New Colorado Education Head Looks Forward To A Busy Year

Jan 11, 2017

Katy Anthes, commissioner of the Colorado Department of Education
Credit Colorado Department of Education

By the time she was appointed to the job last month, Katy Anthes had been at the helm of the Colorado Department of Education since May 2016 as interim commissioner. She took over the post after then-commissioner Rich Crandall abruptly left the job four months after his appointment.

She begins 2017 mandated to make changes to state standardized tests and uncertain about the federal education policy she may be tasked to implement. And she’s staring down the business end of this year’s legislative session -- a time that often seems to throw curveballs when it comes to education policy.

Ann Marie Awad, KUNC: It looks like 2017 is going to be a busy year for you. You have the start of a legislative session, but you also have the start of a new presidency -- which will probably usher in some changes to federal education policy. I’m wondering -- what is the state of education in Colorado right now?

Katy Anthes: I think the state of education in Colorado is continuously improving and looking forward to new and innovative ways of providing high-quality education to all of our students. I think that we have some big things that we need to tackle as a state, in terms of the development of our federal [Every Student Succeeds Act] plan -- as well as any new legislative policies that come down the pike from our legislators.

Awad: I’m glad that you mentioned the Every Student Succeeds Act. This is the federal law that was passed to replace No Child Left Behind, and for much of last year when you were serving as interim commissioner, CDE has been working on trying to figure out how to implement ESSA at the state level. President-elect Donald Trump has not really given any indication that he’ll stand by that law or back away from it. What does this mean for you and the department in the coming year?

Anthes: You know, at this point we have not had any new indication or any additional information from the new administration, so we look forward to working with them when we do get any information on that. But right now we are continuing our path forward that we have been working on for the past year of writing a high quality plan for Colorado with a lot of stakeholder engagement.

Awad: ESSA aimed to improve upon the strengths of No Child Left Behind and do away with the parts that many districts found too restrictive. So gone are the federal standards school student performance; they’re now replaced by state-driven standards. Gone is the one-size-fits all approach to struggling schools; it’s replaced with state-defined standards and interventions. In working to implement the law here in Colorado, have you found that it offers more freedom for Colorado than No Child Left Behind?

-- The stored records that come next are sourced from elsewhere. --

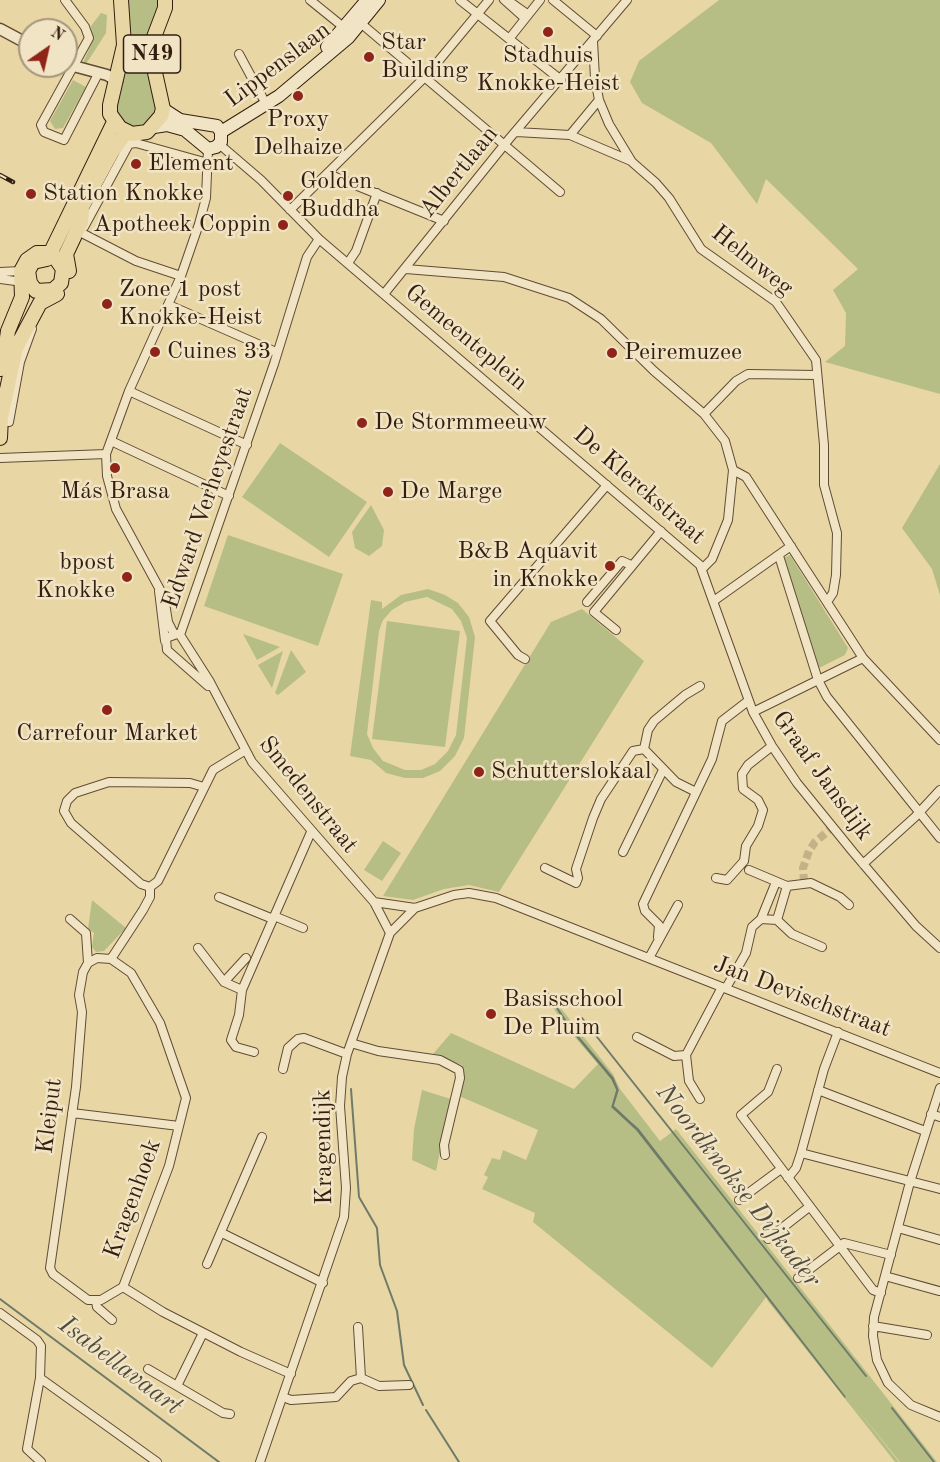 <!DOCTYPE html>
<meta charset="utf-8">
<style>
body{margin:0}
#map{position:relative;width:940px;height:1462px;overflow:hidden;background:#e9d6a5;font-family:"Old Standard TT",serif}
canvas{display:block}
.north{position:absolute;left:18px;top:18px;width:60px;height:60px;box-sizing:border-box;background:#f1e4c4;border:2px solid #a5957c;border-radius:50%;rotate:34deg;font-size:16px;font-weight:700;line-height:24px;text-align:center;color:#331e10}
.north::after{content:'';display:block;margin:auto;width:21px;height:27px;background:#8f2418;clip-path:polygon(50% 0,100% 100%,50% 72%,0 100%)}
</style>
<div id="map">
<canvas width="940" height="1462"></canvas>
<div class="north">N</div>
</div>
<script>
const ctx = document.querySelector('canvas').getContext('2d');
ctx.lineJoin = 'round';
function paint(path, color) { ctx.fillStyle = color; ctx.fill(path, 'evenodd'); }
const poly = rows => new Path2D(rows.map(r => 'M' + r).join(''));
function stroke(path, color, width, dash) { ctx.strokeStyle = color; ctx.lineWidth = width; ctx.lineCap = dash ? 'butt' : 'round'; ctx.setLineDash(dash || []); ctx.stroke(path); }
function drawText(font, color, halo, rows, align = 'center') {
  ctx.font = font + ' "Old Standard TT",serif'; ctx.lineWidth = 5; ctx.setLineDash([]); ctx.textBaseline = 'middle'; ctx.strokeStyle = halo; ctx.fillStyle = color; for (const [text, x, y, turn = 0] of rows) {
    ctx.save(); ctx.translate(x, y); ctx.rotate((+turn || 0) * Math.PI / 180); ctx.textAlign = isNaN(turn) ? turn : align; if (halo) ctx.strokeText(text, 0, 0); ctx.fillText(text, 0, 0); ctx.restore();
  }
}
paint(poly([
 [127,0,161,0,155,26,158,105,152,124,132,129,117,117,116,104,128,56],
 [719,0,940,0,940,394,825,362,845,346,846,313,833,290,858,269,766,179,757,204,711,143,642,103,630,82,639,61],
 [101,13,107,15,106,33,86,64,83,63,93,40,91,26],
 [73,80,86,87,63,128,55,129,50,121],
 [280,443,367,502,329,557,242,497],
 [940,464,940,595,932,569,902,528],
 [371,505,384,530,382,546,369,556,355,548,352,532],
 [228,535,343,574,318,646,204,606],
 [790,555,848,648,845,655,817,669,785,568,784,558],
 [428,589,445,595,458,603,469,617,475,637,464,738,455,756,440,771,423,778,405,778,386,773,371,760,350,756,371,600,382,602,382,609,401,595],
 [427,597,452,609,461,621,467,638,456,735,448,751,435,764,421,770,405,770,383,761,373,748,367,734,379,631,383,620,392,610,405,602],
 [582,609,644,661,499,892,469,885,444,889,413,900,383,896,551,622],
 [387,621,460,631,445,747,372,739],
 [243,634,280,647,257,660],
 [291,650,306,672,278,695,275,693],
 [283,651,272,688,258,665],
 [383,841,401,853,382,881,364,870],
 [92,900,126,928,104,951,96,952,92,947,94,933,88,929],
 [545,988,613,1074,620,1089,660,1141,676,1129,937,1462,900,1462,854,1405,899,1462,895,1462,767,1300,768,1298,845,1397,631,1121,613,1106,618,1090,613,1078,570,1027,545,990,569,1027,612,1079,617,1090,612,1107,637,1130,767,1296,712,1368,533,1222,535,1213,482,1189,488,1177,484,1175,492,1158,500,1160,503,1150,526,1160,538,1130,459,1096,464,1080,462,1065,433,1054,451,1033,574,1089,598,1064,566,1027,541,990],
 [422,1090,451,1099,436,1171,412,1160,414,1129]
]), '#b6be86');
const water = poly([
 [545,990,570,1027,613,1078,618,1090,613,1106,638,1129,845,1397,637,1130,612,1107,617,1090,612,1079,569,1027,545,990]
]);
paint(water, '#97b9a5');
stroke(water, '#6f7b69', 1.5);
stroke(poly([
 [582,1018,866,1376],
 [351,1089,359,1197,377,1228,380,1265,397,1311,404,1365,423,1405],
 [0,1299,219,1462],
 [892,1408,934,1462],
 [426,1410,459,1462]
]), '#6f7b69', 2);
stroke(poly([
 [804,882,803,868,809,851,815,842,833,827]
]), '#c5b187', 8, [8, 4]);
const pedestrian = poly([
 [503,0,522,17,526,12,509,0]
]);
const minor = poly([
 [65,0,85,27,89,38,41,125,44,132,64,140,98,74],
 [310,0,347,30],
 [460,0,561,80],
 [553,0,597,36],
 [357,20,560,192],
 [509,39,540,0],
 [593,41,595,78,599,100,609,124,632,162,656,183,669,198,701,249,776,302,816,360,824,445,824,485,837,533,836,575,833,593,827,602],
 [239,54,266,104],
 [516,132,570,135,631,161],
 [570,135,599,100],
 [219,144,261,180,319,239,700,565,753,712,772,746,797,783,853,852,916,926,940,948],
 [329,172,333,176,444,221],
 [290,210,426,76,489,0],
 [84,227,129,144,136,143,208,163],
 [76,230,136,261,181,276],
 [348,263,356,251,377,193],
 [406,269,504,277,569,298,601,319,654,371,704,414,725,441,733,470,728,520,712,559,703,568],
 [0,272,21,271],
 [0,279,23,282],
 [384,294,509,139,627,0],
 [169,305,276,352],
 [129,391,247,445],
 [704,414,736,381,748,374,817,375],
 [1,422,9,422,20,362,32,329],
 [111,441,229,496],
 [0,458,106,454],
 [733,470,746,477,863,658,940,740],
 [779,556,818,680,827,697,940,838],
 [159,591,165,641],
 [715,600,791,546],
 [587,602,622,561,631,565],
 [616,630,594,612,661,531],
 [174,634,168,622,164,597,116,509,107,476,106,454,129,391,181,276,199,224,206,198,208,149],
 [177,634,166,638,167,650,208,686],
 [180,635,210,682,252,762,374,902,390,933,347,1054,342,1077,340,1106,346,1188,344,1217,260,1462],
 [180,635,274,364,307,257,319,239],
 [525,659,518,655,490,621,607,485],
 [753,712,863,658],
 [644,749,648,730,654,721,685,695,700,686],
 [623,852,663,770],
 [863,864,915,817,940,790],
 [545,868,576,883,578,878,576,869,593,818,601,799,633,751,644,749,676,782,696,792],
 [749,870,787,886],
 [716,878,727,880,744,861,746,846,758,826,763,810,758,800,743,789,742,774,748,765,772,746],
 [787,886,811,883,840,897,849,905],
 [150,887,141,884,71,823,64,811,67,801,75,793,109,782,190,783,204,787],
 [219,897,273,919],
 [374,902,415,908,454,895,469,893,496,898,940,1073],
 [274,916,303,928],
 [70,919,86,933,88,963],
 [761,919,776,882],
 [777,920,792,934,822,947],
 [777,920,787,886],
 [390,933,415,908],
 [658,937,659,925,645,911,643,904,712,759,722,721,748,701],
 [198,948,224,982,242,990],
 [649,958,678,905],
 [111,959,131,973,160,1023,186,1098,169,1166,123,1287],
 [224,982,246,958],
 [726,988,746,953,752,927,761,919,777,920],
 [637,1037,674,1056,686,1055,722,987],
 [351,1043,378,1051,440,1060,459,1070,460,1078,444,1145,445,1155],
 [254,1052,236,1047,231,1040,239,1015,242,990,311,832],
 [686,1055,689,1081,700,1099],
 [283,1069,288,1048,298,1039,304,1038,347,1054],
 [777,1069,768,1092,741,1115,873,1290,881,1293],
 [940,1088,910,1182,874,1317,873,1336,877,1360,888,1383,911,1405,940,1417],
 [818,1090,925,1131],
 [72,1113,179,1126],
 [931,1114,940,1117],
 [801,1153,940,1189],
 [788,1178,796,1168,801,1153,824,1069,838,1032],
 [739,1200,781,1169],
 [898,1228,940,1240],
 [222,1233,323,1283],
 [768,1239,809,1207],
 [207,1264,262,1137],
 [885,1276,939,1291],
 [798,1278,844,1243,891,1255],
 [123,1287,101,1300,88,1300,53,1274,50,1268,76,1087,82,1012,79,995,83,972,88,963,97,958,111,959,143,910,150,897,150,887,158,881,213,770,244,751],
 [123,1287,163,1312,241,1352,291,1374],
 [96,1302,97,1307,112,1320],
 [0,1313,37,1340,41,1346,40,1378,157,1462],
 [873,1326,927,1335],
 [148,1369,223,1413,230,1414],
 [40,1378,27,1449,41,1462],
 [361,1378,379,1386,409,1385],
 [177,1386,203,1333],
 [283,1397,291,1400,336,1397,351,1381,361,1378,358,1327]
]);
const tertiary = poly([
 [0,29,30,45],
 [66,64,107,75,117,81]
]);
const secondary = poly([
 [327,47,367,0],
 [154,127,167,125,185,130,208,149,216,147,221,142,221,132,217,126,180,120,163,109],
 [221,132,279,96,348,38,379,0]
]);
const primary = poly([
 [121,0,124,45,110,105,110,114,120,128,132,134,147,132,161,116,163,109,152,59,154,37,165,8,165,0],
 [76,218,112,152,126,132],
 [69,271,66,254,81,222,82,211],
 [15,350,40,303,57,294],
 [5,351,8,331,22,297,21,271,27,260,37,253,46,253,50,254,54,256,63,269,61,283,53,290,36,291,30,283,28,271,33,262,47,259,50,254,51,252,114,122],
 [0,369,8,343],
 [0,438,1,417,17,343]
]);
stroke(pedestrian, '#604c35', 8);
stroke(minor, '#604c35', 10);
stroke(tertiary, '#604c35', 13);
stroke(secondary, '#331e10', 14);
stroke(primary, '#331e10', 16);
stroke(pedestrian, '#f1e4c4', 6);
stroke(minor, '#f1e4c4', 8);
stroke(tertiary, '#f1e4c4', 10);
stroke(secondary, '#f1e4c4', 12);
stroke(primary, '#e9d6a5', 14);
const rail = poly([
 [0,175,13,182]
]);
stroke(rail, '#331e10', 4.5);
stroke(rail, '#f1e4c4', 2, [7]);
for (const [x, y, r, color] of [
 [548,32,6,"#8f2418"],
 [369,57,6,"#8f2418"],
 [298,96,6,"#8f2418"],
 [136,164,6,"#8f2418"],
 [31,194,6,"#8f2418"],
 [288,196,6,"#8f2418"],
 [283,225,6,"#8f2418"],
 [107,304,6,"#8f2418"],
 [155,352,6,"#8f2418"],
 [612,353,6,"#8f2418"],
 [362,423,6,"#8f2418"],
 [115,468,6,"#8f2418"],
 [388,492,6,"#8f2418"],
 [610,566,6,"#8f2418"],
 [127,577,6,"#8f2418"],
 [107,710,6,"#8f2418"],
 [479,772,6,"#8f2418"],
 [491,1014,6,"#8f2418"]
]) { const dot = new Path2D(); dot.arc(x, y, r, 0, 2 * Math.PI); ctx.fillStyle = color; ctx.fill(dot); stroke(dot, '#f1e4c4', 2); }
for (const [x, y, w] of [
 [152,54,57]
]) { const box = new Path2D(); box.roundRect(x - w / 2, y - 19, w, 38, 4.5); ctx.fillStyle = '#f1e4c4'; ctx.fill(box); stroke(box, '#331e10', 1.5); }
drawText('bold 22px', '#331e10', null, [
 ["N49",152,54]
]);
drawText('24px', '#331e10', '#f1e4c4', [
 ["Star",381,43],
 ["Building",381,71],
 ["Stadhuis",548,56,"center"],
 ["Knokke-Heist",548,84,"center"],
 ["Proxy",298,120,"center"],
 ["Delhaize",298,148,"center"],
 ["Element",148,164],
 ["Golden",300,182],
 ["Buddha",300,210],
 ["Station Knokke",43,194],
 ["Apotheek Coppin",271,225,"right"],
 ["Zone 1 post",119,290],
 ["Knokke-Heist",119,318],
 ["Cuines 33",167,352],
 ["Peiremuzee",624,353],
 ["De Stormmeeuw",374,423],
 ["Más Brasa",115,492,"center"],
 ["De Marge",400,492],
 ["B&B Aquavit",598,552,"right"],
 ["in Knokke",598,580,"right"],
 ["bpost",115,563,"right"],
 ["Knokke",115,591,"right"],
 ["Carrefour Market",107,734,"center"],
 ["Schutterslokaal",491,772],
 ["Basisschool",503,1000],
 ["De Pluim",503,1028]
], 'left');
drawText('24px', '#331e10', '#f1e4c4', [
 ["Lippenslaan",278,65,-37],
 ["Albertlaan",459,172,-51],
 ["Helmweg",752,261,39],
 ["Gemeenteplein",466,338,40],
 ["De Klerckstraat",639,486,41],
 ["Edward Verheyestraat",208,498,-71],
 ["Graaf Jansdijk",822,776,54],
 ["Smedenstraat",308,795,51],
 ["Jan Devischstraat",802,997,21],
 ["Kleiput",50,1116,-83],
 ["Kragendijk",324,1147,-91],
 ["Kragenhoek",133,1199,-70]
]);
drawText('italic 26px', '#514c3d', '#f1e4c4', [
 ["Noordknokse Dijkader",738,1186,52],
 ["Isabellavaart",120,1366,37]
]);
</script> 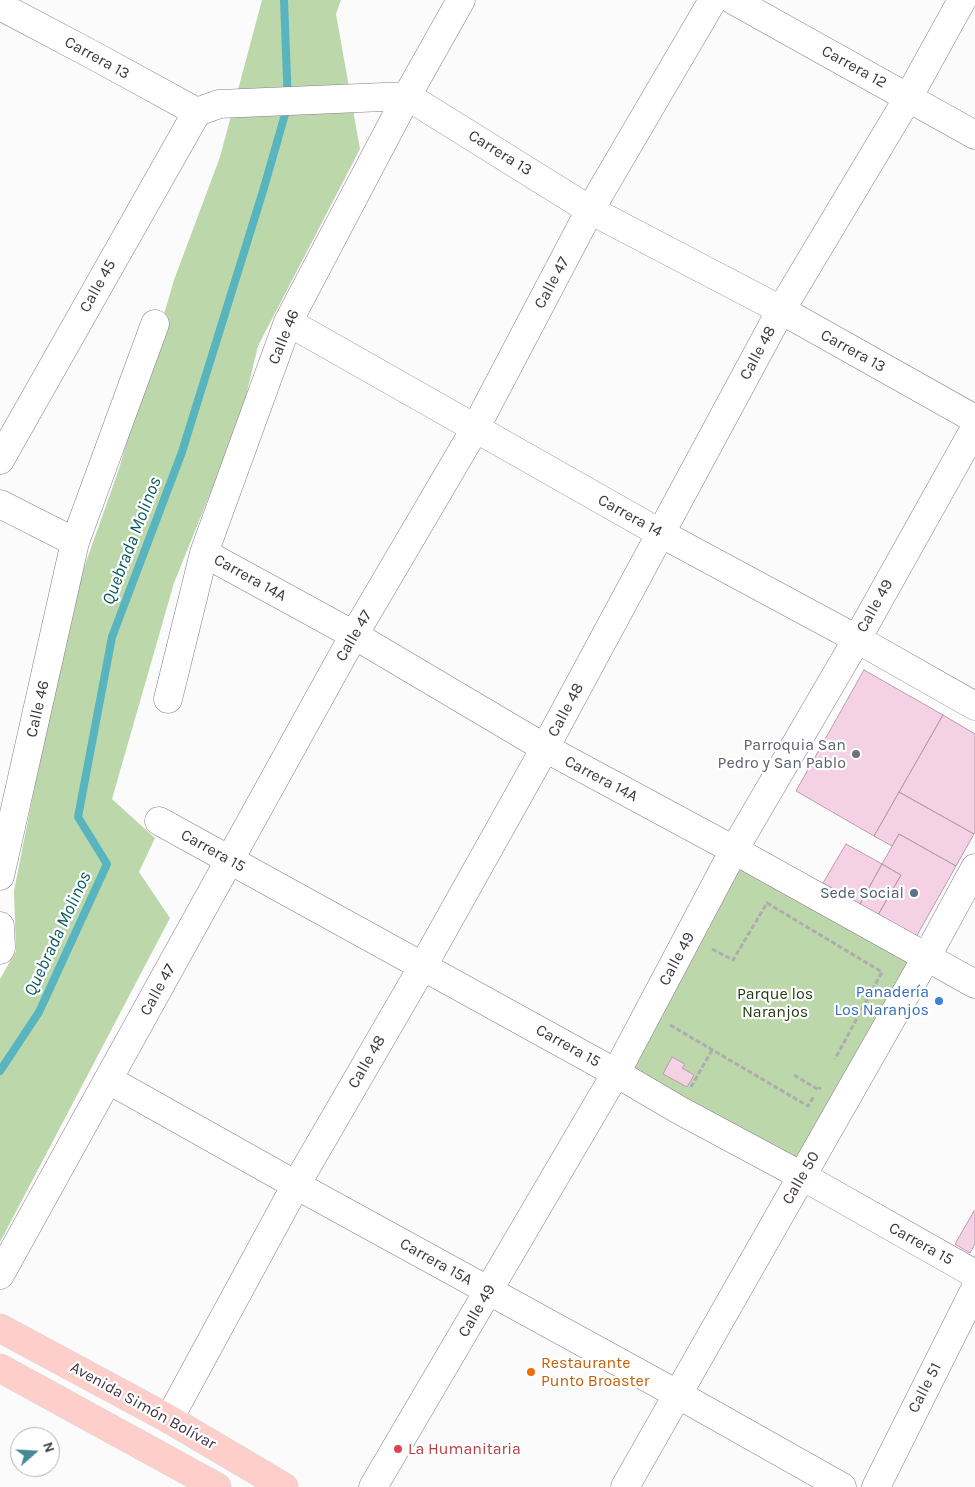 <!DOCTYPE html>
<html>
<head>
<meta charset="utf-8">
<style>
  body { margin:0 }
  #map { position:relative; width:975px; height:1487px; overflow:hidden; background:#fbfbfb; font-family:Karla,sans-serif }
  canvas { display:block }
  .north { position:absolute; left:10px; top:1427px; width:50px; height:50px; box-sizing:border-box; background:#fff; border:1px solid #b3afb4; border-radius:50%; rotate:71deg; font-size:14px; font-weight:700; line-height:20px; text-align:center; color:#403743 }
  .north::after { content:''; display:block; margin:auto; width:18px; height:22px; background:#458b95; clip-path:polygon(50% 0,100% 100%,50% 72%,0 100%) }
</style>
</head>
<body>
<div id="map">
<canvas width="975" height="1487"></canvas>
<div class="north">N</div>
</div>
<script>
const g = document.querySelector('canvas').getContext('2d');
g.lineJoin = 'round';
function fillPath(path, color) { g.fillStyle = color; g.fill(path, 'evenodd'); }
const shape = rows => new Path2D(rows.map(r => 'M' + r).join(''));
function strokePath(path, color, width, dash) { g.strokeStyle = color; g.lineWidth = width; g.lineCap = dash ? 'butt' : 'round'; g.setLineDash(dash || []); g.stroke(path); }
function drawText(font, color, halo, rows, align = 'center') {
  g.font = font + ' Karla,sans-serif'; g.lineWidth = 4.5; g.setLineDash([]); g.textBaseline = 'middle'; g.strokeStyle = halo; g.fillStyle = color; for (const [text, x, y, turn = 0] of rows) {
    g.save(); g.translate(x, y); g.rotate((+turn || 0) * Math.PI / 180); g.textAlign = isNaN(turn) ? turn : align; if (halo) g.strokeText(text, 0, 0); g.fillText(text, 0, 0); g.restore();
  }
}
const green = shape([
  [262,0,341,0,336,14,360,149,258,346,241,417,174,583,112,799,155,838,139,872,170,918,0,1242,0,979,16,951,14,891,41,755,81,576,119,469,174,280,220,157],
  [734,850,926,958,802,1176,616,1073]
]);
const stream = shape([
  [0,1071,39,1012,107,864,78,817,112,637,182,452,263,191,288,104,284,0]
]);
const building = shape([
  [864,670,943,715,874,836,796,791,864,670],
  [943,715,975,734,975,832,974,834,899,792,943,715],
  [899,792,974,834,956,866,899,834,892,846,874,836,899,792],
  [899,834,956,866,916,937,878,915,901,875,882,864,899,834],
  [846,844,882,864,860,904,823,883,846,844],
  [882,864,901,875,878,915,860,904,882,864],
  [672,1057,685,1064,682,1068,694,1075,687,1087,663,1074,672,1057],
  [974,1211,975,1212,975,1244,970,1253,955,1244,974,1211]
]);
const path = shape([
  [712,949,733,960,767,903,882,972,835,1059],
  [670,1025,808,1106,814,1096],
  [794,1075,819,1090,820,1087],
  [691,1087,712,1050]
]);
const minor = shape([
  [733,0,975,135],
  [0,6,91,54,197,112,219,104,407,96,590,210,781,310,975,419],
  [288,322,660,533,857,639,975,706],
  [0,460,197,112],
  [0,504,75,542],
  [204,553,354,635,545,748,734,850,975,984],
  [168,699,204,553,288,322,407,96,461,0],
  [159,821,616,1073,679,1110,802,1176,975,1274],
  [0,876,75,542,155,324],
  [0,926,1,948,0,950],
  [109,1080,296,1185,677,1394,842,1487],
  [0,1275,354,635,475,429,590,210,713,0],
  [169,1419,296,1185,423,966,545,748,781,310,908,98,962,0],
  [373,1487,616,1073,734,850,857,639,975,428],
  [625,1487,926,958,975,868],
  [876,1487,975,1289]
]);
const primary = shape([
  [0,1328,169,1419,284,1487],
  [0,1368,217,1487]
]);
const markers = [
  [856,754,5,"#6b7280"],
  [914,893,5,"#5c6f8a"],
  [939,1001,5,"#3f7fe0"],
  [531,1372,5,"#e8710a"],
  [398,1449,5,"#e0444e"]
];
const streetNames = [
  ["Carrera 13",97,58,29],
  ["Carrera 12",854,67,29],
  ["Carrera 13",500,153,32],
  ["Calle 47",552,283,-62],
  ["Calle 45",98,286,-61],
  ["Calle 46",284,337,-68],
  ["Carrera 13",853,351,29],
  ["Calle 48",758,353,-62],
  ["Carrera 14",630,516,29],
  ["Carrera 14A",250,578,29],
  ["Calle 49",875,606,-61],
  ["Calle 47",354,636,-60],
  ["Calle 46",38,709,-77],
  ["Calle 48",566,710,-62],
  ["Carrera 14A",601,779,28],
  ["Carrera 15",213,851,29],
  ["Calle 49",677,959,-62],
  ["Calle 47",158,990,-61],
  ["Carrera 15",568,1046,29],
  ["Calle 48",367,1062,-60],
  ["Calle 50",801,1178,-60],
  ["Carrera 15",921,1244,29],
  ["Carrera 15A",436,1262,29],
  ["Calle 49",477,1311,-60],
  ["Calle 51",925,1388,-63],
  ["Avenida Simón Bolívar",143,1406,29]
];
const worshipNames = [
  ["Parroquia San",846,745],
  ["Pedro y San Pablo",846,763]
];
const serviceNames = [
  ["Sede Social",904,893]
];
const shopNames = [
  ["Panadería",929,992],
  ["Los Naranjos",929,1010]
];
const parkNames = [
  ["Parque los",775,994],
  ["Naranjos",775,1012]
];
const foodNames = [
  ["Restaurante",541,1363],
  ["Punto Broaster",541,1381]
];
const healthNames = [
  ["La Humanitaria",408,1449]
];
const waterNames = [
  ["Quebrada Molinos",132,541,-69],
  ["Quebrada Molinos",58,934,-65]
];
fillPath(green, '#bcd7a9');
strokePath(stream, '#58b4be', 8);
fillPath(building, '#f4d1e4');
strokePath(building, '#bd9cae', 1);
strokePath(minor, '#8c7893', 29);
strokePath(primary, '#d9d7d9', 29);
strokePath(path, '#afabb0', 3, [5, 2.5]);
strokePath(minor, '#fff', 28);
strokePath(primary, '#fdceca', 28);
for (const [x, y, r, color] of markers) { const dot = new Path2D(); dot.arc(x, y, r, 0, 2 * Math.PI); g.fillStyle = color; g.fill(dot); strokePath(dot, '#fff', 2); }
drawText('16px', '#403743', '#fff', streetNames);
drawText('16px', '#5b616d', '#fff', worshipNames, 'right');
drawText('16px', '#4e5e75', '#fff', serviceNames, 'right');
drawText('16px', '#366cbe', '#fff', shopNames, 'right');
drawText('16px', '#243a10', '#fff', parkNames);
drawText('16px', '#c56008', '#fff', foodNames, 'left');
drawText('16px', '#be3a42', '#fff', healthNames, 'left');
drawText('italic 18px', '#095c62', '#fff', waterNames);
</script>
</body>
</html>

Anthes: Definitely. The ESSA law does provide states more flexibility than the previous No Child Left Behind law. However, Colorado had already received [an] approved waiver from No Child Left Behind. So many of the new flexibilities that ESSA provides, Colorado has already been implementing its own system. So we didn’t have to do -- because we had an adequate plan for our state -- we didn’t have to do any of those provisions that I think sometimes were discussed like adequate yearly progress, and some of those more specific elements. We already have a waiver from that, so we continue to use our state law and our state plan as the backbone for how we’re going to move forward with ESSA.

Awad: Your department is also preparing for some possible changes to standardized testing. Last month, the state board asked CDE to find tests that take students less time to take, with results that are returned sooner. Currently the state has a testing contract with PARCC, the maker of the Common Core-based tests. But that contract expires at the end of this school year. Do these new requirements mean the state plans to move away from Common Core-based testing?

Anthes: I don’t think that it necessarily means that. I think that the board motion was to put in some specifications around what the department would have to include in our forthcoming assessment RFP [request for proposal].

Awad: Can you say firmly one way or another if the state plans to hang onto tests that are based on the Common Core standards or closely aligned to them, or it’s not clear yet?

Anthes: We have the Colorado academic standards -- so we have standards in ten content areas. Two of which are closely aligned to the Common Core. So we base everything in Colorado on those Colorado academic standards. So I can say that our RFP for an assessment system will include [that] they must be aligned to the Colorado academic standards.